WORK REQUEST: The full listing below must be printed exactly, word for word.

DATA SECTION:
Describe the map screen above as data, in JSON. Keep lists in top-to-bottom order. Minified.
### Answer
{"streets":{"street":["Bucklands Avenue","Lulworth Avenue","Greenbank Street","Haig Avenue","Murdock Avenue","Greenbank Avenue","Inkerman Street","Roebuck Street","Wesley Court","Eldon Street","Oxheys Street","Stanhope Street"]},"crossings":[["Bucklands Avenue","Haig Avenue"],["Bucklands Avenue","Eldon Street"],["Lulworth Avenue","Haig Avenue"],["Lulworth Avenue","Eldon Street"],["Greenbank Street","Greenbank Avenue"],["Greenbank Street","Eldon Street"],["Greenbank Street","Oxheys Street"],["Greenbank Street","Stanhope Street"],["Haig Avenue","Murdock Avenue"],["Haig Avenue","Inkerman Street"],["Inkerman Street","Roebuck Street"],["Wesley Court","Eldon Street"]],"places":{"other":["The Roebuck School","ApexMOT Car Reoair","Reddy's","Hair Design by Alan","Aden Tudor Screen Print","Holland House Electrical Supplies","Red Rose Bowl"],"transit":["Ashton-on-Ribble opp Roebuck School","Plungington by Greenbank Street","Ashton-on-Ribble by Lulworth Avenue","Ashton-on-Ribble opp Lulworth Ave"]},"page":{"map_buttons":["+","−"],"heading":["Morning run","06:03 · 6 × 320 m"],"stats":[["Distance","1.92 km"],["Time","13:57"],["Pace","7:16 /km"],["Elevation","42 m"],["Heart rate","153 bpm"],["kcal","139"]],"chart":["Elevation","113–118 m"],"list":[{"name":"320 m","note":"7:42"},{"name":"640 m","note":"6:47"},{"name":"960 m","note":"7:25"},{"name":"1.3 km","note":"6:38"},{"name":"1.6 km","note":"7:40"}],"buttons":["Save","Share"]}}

TASK SOLUTION:
Describe the map screen above as data, in JSON. Keep lists in top-to-bottom order. Minified.
### Answer
{"streets":{"street":["Bucklands Avenue","Lulworth Avenue","Greenbank Street","Haig Avenue","Murdock Avenue","Greenbank Avenue","Inkerman Street","Roebuck Street","Wesley Court","Eldon Street","Oxheys Street","Stanhope Street"]},"crossings":[["Bucklands Avenue","Haig Avenue"],["Bucklands Avenue","Eldon Street"],["Lulworth Avenue","Haig Avenue"],["Lulworth Avenue","Eldon Street"],["Greenbank Street","Greenbank Avenue"],["Greenbank Street","Eldon Street"],["Greenbank Street","Oxheys Street"],["Greenbank Street","Stanhope Street"],["Haig Avenue","Murdock Avenue"],["Haig Avenue","Inkerman Street"],["Inkerman Street","Roebuck Street"],["Wesley Court","Eldon Street"]],"places":{"other":["The Roebuck School","ApexMOT Car Reoair","Reddy's","Hair Design by Alan","Aden Tudor Screen Print","Holland House Electrical Supplies","Red Rose Bowl"],"transit":["Ashton-on-Ribble opp Roebuck School","Plungington by Greenbank Street","Ashton-on-Ribble by Lulworth Avenue","Ashton-on-Ribble opp Lulworth Ave"]},"page":{"map_buttons":["+","−"],"heading":["Morning run","06:03 · 6 × 320 m"],"stats":[["Distance","1.92 km"],["Time","13:57"],["Pace","7:16 /km"],["Elevation","42 m"],["Heart rate","153 bpm"],["kcal","139"]],"chart":["Elevation","113–118 m"],"list":[{"name":"320 m","note":"7:42"},{"name":"640 m","note":"6:47"},{"name":"960 m","note":"7:25"},{"name":"1.3 km","note":"6:38"},{"name":"1.6 km","note":"7:40"}],"buttons":["Save","Share"]}}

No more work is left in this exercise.